SAN DIEGO—Just over a year after approval, AstraZenca’s Calquence is giving Johnson & Johnson and AbbVie’s Imbruvica a run for its money in mantle cell lymphoma. But the British drugmaker doesn’t want to stop there.
Among relapsed and refractory MCL patients who are new to BTK inhibitors, Calquence—which U.S. regulators green-lighted last Halloween—is getting about 50% of prescriptions, Dave Fredrickson, EVP and global head of AZ’s oncology business unit, said in an interview at the American Society of Hematology annual meeting.
“We’re starting to get to a place—we’re not quite there yet—where we’re the first choice in front of” Imbruvica for that population, he said, adding, “Given that we’ve been on the market for now just over a year, we’re pretty excited to see that happening.”
One factor behind the speedy market-share swipe? Calquence’s side effect profile compared with fellow BTK inhibitor Imbruvica, according to Fredrickson.
“When we speak with clinicians, their real-world experience with the efficacy and the side effects associated with Calquence is really positive. We hear physicians talk about how they get fewer calls from patients. … That makes it a drug that for them, they’re finding pretty easy to manage,” he said.

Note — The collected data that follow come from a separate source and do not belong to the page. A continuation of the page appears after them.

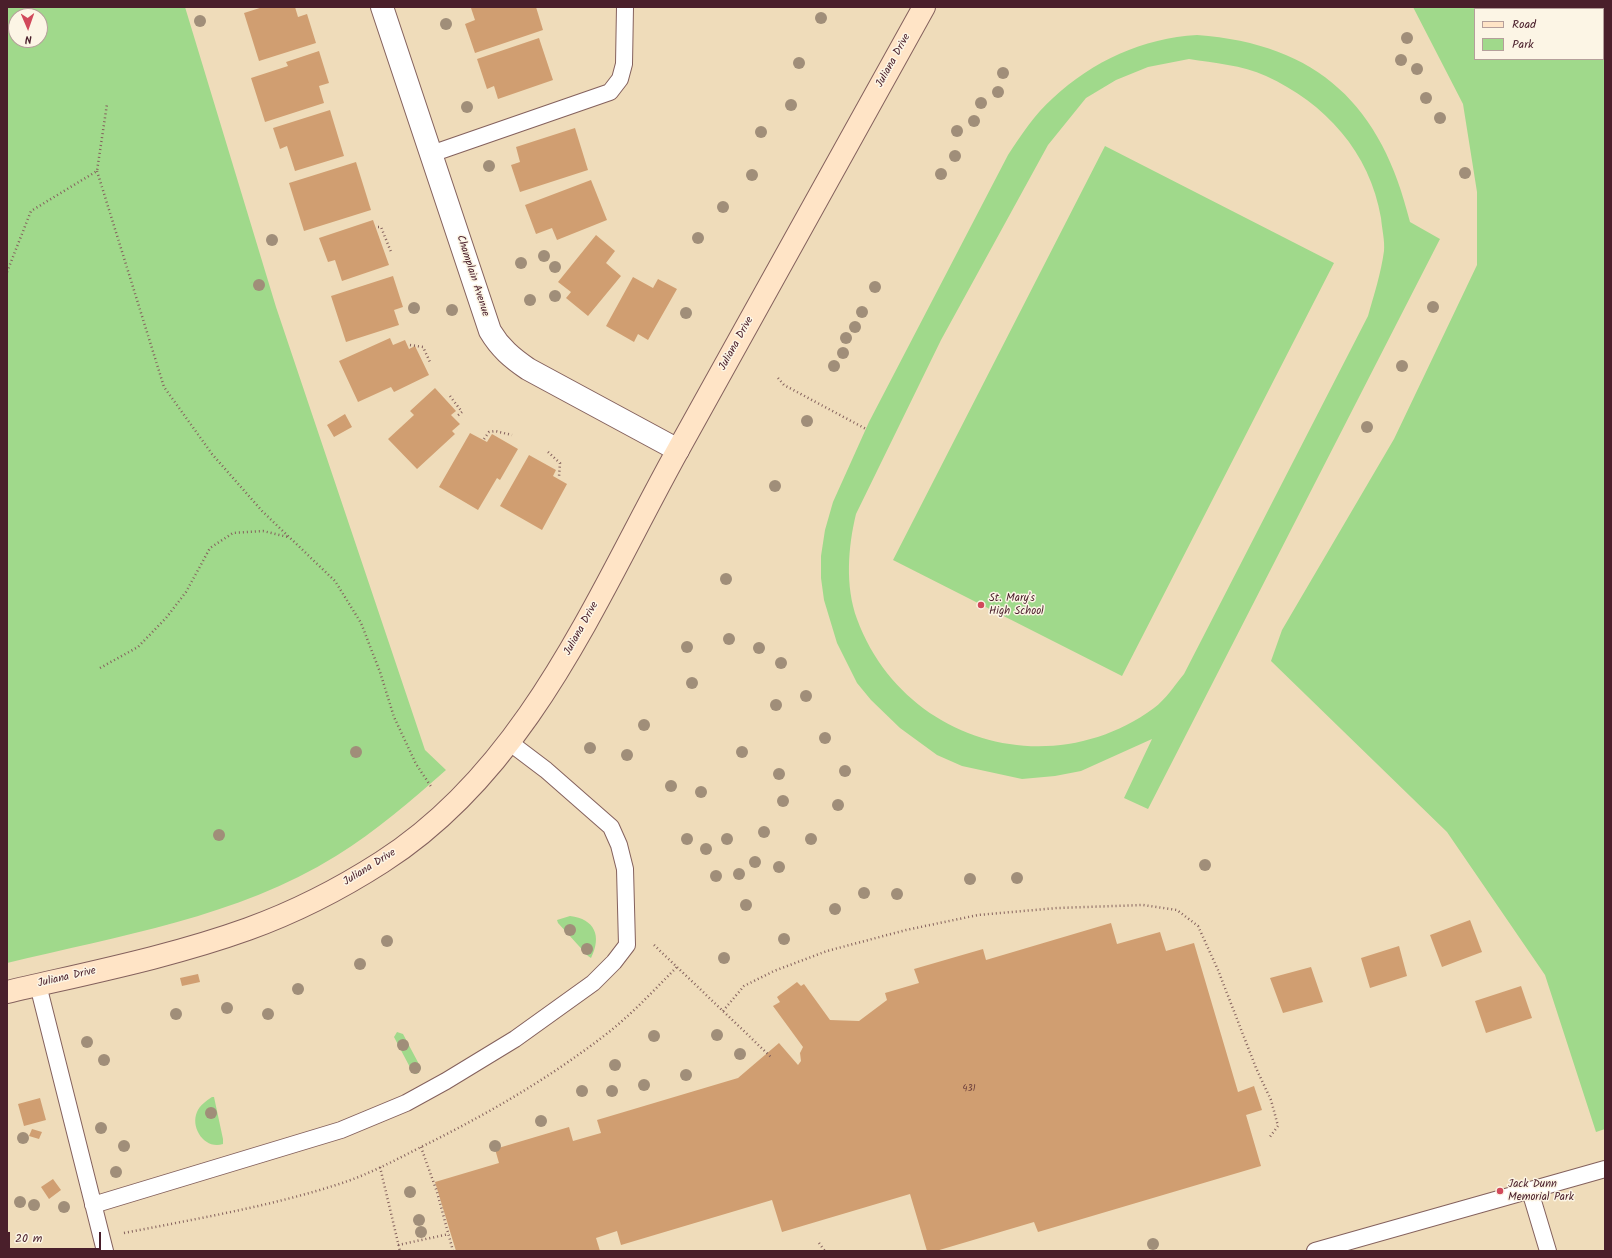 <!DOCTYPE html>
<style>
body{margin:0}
#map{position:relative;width:1612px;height:1258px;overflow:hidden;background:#efdcba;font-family:Kalam,sans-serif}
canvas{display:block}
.frame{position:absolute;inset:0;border:8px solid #4a1f2b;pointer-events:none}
.legend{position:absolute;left:1474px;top:8px;width:130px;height:52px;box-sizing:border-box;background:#fcf5e5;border:1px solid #b59f9b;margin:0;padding:5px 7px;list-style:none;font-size:12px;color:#4a1f2b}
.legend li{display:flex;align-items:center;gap:8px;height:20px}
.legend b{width:20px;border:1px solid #b59f9b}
.north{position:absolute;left:8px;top:8px;width:40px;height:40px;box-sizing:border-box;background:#fcf5e5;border:1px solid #b59f9b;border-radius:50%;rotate:178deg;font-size:11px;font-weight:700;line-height:16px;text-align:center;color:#4a1f2b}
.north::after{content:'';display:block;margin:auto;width:14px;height:18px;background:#d1495b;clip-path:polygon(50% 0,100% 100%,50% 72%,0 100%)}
.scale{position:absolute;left:8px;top:1232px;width:93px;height:18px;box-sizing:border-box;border:2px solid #4a1f2b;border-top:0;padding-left:5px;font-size:12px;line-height:14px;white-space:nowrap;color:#4a1f2b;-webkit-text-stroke:3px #fcf5e5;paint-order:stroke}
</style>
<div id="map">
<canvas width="1612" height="1258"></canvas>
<div class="frame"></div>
<ul class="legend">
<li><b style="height:5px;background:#ffe4c6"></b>Road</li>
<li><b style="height:11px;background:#a0d98b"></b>Park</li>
</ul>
<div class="north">N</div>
<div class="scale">20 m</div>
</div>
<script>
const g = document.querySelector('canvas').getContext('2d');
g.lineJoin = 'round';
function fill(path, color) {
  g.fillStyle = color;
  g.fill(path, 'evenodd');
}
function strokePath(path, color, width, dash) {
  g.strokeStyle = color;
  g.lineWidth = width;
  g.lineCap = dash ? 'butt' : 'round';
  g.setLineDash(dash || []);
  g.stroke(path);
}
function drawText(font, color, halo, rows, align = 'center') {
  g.font = font + ' Kalam,sans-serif';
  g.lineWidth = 3;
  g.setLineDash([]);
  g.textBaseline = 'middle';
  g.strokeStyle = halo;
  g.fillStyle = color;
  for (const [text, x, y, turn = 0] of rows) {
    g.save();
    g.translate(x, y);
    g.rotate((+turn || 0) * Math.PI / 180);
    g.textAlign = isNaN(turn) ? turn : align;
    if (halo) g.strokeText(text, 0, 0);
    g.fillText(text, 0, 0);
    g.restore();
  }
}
fill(new Path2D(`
 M7,7H185L276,307L425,750L446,770C411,801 376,831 336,856C238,917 118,936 7,963ZM16,16H40V40H16Z
 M1413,7H1605V1129L1596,1132L1545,975L1447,832L1271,661L1282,630L1394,439L1477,265V192L1463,104ZM1475,9H1603V59H1475Z
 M1197,35C1319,44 1382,106 1410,222L1440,239L1148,809L1124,798L1152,739L1081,771L1055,776L1022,779L962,766L937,755L900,728L871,700L857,683L837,643L824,600L821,578V556L825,530L833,502L869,422L1008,155C1021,135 1035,114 1053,98C1093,61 1143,38 1197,35ZM1189,59C1214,63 1242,65 1266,76C1325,103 1370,152 1381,218C1382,229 1385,241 1384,251C1381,273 1374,295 1368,316L1184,674C1175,685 1165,700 1154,708C1049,785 902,741 857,619C845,586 848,547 856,514L941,340L1048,145L1086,98L1116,80L1148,67Z
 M1105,146L1334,263L1122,676L893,560Z
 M570,916C595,919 602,936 591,958L588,956L558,923L557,920Z
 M397,1032L403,1034L421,1068L417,1074L413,1073L394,1037Z
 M212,1097H214L223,1139V1144C205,1150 190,1128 197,1112C200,1105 206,1101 212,1097Z`), '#a0d98b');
fill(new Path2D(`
 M263,7H295L298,17L307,14L316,43L259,61L244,13Z
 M475,7H536L543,30L475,53L465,24L475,20L471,8Z
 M539,38L553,80L498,99L494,86L487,89L477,59Z
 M319,51L329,83L319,86L324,103L265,122L251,78L288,66L286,62Z
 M330,110L344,156L295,171L287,146L280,149L273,128Z
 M575,128L588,170L520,192L511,165L520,162L516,147Z
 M356,162L371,210L304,231L289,183Z
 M591,180L607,220L557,240L552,228L536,234L525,205Z
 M373,220L389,265L342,281L335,260L328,262L319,238Z
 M596,235L615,251L606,263L621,276L588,316L566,298L571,292L558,282Z
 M393,276L403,307L394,310L399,325L346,342L331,296Z
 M633,277L653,288L658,279L677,289L648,340L638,334L634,342L606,326Z
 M390,338L393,345L405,340L409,349L415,346L429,375L394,392L391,387L358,402L339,361Z
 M435,388L456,411L451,415L460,424L452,431L455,434L417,469L388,439L414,415L410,411Z
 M345,414L352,427L334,437L327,425Z
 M470,433L487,442L492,434L518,449L500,480L497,478L478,510L439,487Z
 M529,455L556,470L553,476L567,484L542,530L500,506Z
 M1470,920L1482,952L1442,967L1430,935Z
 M1111,923L1117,944L1160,932L1166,951L1194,943L1238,1092L1254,1086L1262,1110L1246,1115L1261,1166L1038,1232L1034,1222L936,1251H927L910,1194L782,1232L772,1200L621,1245L617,1231L596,1238L600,1251H456L435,1182L499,1163L495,1149L569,1127L573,1141L601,1133L597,1120L738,1078L779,1043L798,1065L801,1061L800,1053L803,1047L773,1006L780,1002L777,997L797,982L801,986L804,984L830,1020L859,1021L887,1000L885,993L919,983L914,969L983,949L986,960Z
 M1399,946L1407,976L1370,988L1361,958Z
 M1311,967L1323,1002L1283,1013L1270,978Z
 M198,974L200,982L182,986L180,978Z
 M1521,986L1532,1018L1486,1033L1475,1001Z
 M40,1098L46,1120L24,1126L18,1104Z
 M32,1129L42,1132L39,1139L29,1136Z
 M53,1179L61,1190L49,1199L41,1187Z`), '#d09e71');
const lane = new Path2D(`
 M431,154L610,92L620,79L624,64L625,7
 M38,985L105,1251
 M1530,1191L1548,1251
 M93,1205L341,1130L406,1103L446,1081L515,1039L593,983L614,962L627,945L625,869L619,845L611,827L546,770L509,742
 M1315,1251L1605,1169`);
const street = new Path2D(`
 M382,7L490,331C500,348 512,358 528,369L678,450`);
const secondary = new Path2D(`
 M7,992C88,973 170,957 248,929C295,912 340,889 382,862C529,768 597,596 678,450C759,302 842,155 924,7`);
strokePath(lane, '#84615d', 18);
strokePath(street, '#84615d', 24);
strokePath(secondary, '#84615d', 24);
strokePath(new Path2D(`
 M97,171L164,387L212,454L262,511L335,581L361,623L380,672L394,717L416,764L432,788
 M378,227H381L391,252
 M7,272L31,211L97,171L107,104
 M410,345L423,347L430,362
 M778,378L784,385L866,429
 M450,396L462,412L456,417
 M484,439L489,432L495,431L512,435
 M548,452L560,463L559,477
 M100,668L138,647L166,618L186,592L210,548L233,533L263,531L288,537
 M654,945L771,1057
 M723,1011L744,986L774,971L827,951L906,930L978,915L1057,908L1143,905L1177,910L1198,926L1218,970L1256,1068L1271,1100L1278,1126L1269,1138
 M421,1147L437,1192L453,1251
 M380,1167L400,1251
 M124,1233C195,1219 267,1207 336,1185C365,1176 392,1162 419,1148C486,1115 550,1078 609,1032C634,1012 655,989 677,967
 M819,1243L825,1251
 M398,1245L449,1234`), '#84615d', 2.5, [1, 3]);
strokePath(lane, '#fff', 16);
strokePath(street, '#fff', 22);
strokePath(secondary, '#ffe4c6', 22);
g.fillStyle = '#a08e79';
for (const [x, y] of [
 [821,18],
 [200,21],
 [446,24],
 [1407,38],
 [1401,60],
 [799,63],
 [1417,69],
 [1003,73],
 [998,92],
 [1426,98],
 [981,103],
 [791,105],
 [467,107],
 [1440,118],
 [974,121],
 [957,131],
 [761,132],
 [955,156],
 [489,166],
 [1465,173],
 [941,174],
 [752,175],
 [723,207],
 [698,238],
 [272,240],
 [544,256],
 [521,263],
 [555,267],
 [259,285],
 [875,287],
 [555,296],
 [530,300],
 [1433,307],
 [414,308],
 [452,310],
 [862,312],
 [686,313],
 [855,327],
 [846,338],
 [843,353],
 [834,366],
 [1402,366],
 [807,421],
 [1367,427],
 [775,486],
 [726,579],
 [729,639],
 [687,647],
 [759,648],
 [781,663],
 [692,683],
 [806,696],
 [776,705],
 [644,725],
 [825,738],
 [590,748],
 [356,752],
 [742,752],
 [627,755],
 [845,771],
 [779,774],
 [671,786],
 [701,792],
 [783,801],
 [838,805],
 [764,832],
 [219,835],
 [687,839],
 [727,839],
 [811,839],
 [706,849],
 [755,862],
 [1205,865],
 [779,867],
 [739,874],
 [716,876],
 [1017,878],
 [970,879],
 [864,893],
 [897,894],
 [746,905],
 [835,909],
 [570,930],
 [784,939],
 [387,941],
 [587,949],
 [724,958],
 [360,964],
 [298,989],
 [227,1008],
 [176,1014],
 [268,1014],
 [717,1035],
 [654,1036],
 [87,1042],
 [403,1045],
 [740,1054],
 [104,1060],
 [615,1065],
 [415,1068],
 [686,1075],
 [644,1085],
 [582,1091],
 [612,1091],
 [211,1113],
 [541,1121],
 [101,1128],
 [23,1138],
 [124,1146],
 [495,1146],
 [116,1172],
 [410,1192],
 [20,1202],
 [34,1205],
 [64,1207],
 [419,1220],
 [421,1232],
 [1153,1244]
]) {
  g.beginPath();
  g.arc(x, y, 6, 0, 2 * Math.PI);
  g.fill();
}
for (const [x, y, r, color] of [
 [981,605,4,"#d1495b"],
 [1500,1191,4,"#d1495b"]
]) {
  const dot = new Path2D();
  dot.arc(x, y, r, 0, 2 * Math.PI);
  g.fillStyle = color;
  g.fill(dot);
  strokePath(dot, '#fcf5e5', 1.5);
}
drawText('9px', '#6c3f3c', null, [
 ["431",969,1089]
]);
drawText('11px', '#4a1f2b', '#fcf5e5', [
 ["Juliana Drive",894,61,-61],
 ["Champlain Avenue",472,276,72],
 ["Juliana Drive",737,344,-61],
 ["Juliana Drive",582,629,-61],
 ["Juliana Drive",370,868,-32],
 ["Juliana Drive",67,978,-13]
]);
drawText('11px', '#4a1f2b', '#fcf5e5', [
 ["St. Mary's",989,599],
 ["High School",989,612],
 ["Jack Dunn",1508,1185],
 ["Memorial Park",1508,1198]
], 'left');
</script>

Analysts pointed to Calquence’s lack of certain safety warnings when the drug first won approval. It doesn’t share the precautions about hypertension, tumor lysis syndrome and embryo-fetal toxicity that appear on Imbruvica’s label.
But the real showdown between the two drugs will come in previously untreated chronic lymphocytic leukemia, a much larger market where Calquence posted positive early-phase results over the weekend.
Contending in that segment will be no easy task, particularly after a show-stealing performance from Imbruvica at ASH. The drug put up three phase 3 wins, both on its own and as part of combinations, in first-line CLL, bringing its total of positive trials in the population to four.
“The bar is now so high with single-agent” Imbruvica, Danelle James, M.D., head of clinical science at AbbVie’s Pharmacyclics, said in an interview at ASH. “Whether or not we’re going to be able to show superiority" with another therapy "is highly speculative at this point," she said.
But if AZ can eventually snag a CLL approval, it will once again look to Calquence’s profile to buoy the drug against its rivals.
“The only way that you can have any success as a second-to-market or late-to-market entrant is if you’ve got a superior medicine. We believe that the efficacy and tolerability profile, along with what we’re hearing from physicians in terms of their experience in MCL, suggest to us that we do have a potential best-in-class BTK inhibitor,” Fredrickson said.
Of course, while AstraZeneca may believe there’s room for improvement over Imbruvica, it’ll have to make that same case to doctors before Calquence can find success in CLL.
“Not all physicians recognize that they have that unmet need,” Fredrickson acknowledged, and the company admits that it’ll have to bulk up in the sales force department to get that message across. “If we want to be competitive in CLL … we’re going to have to have a field team that is intelligently sized relative to what our competition has,” he said.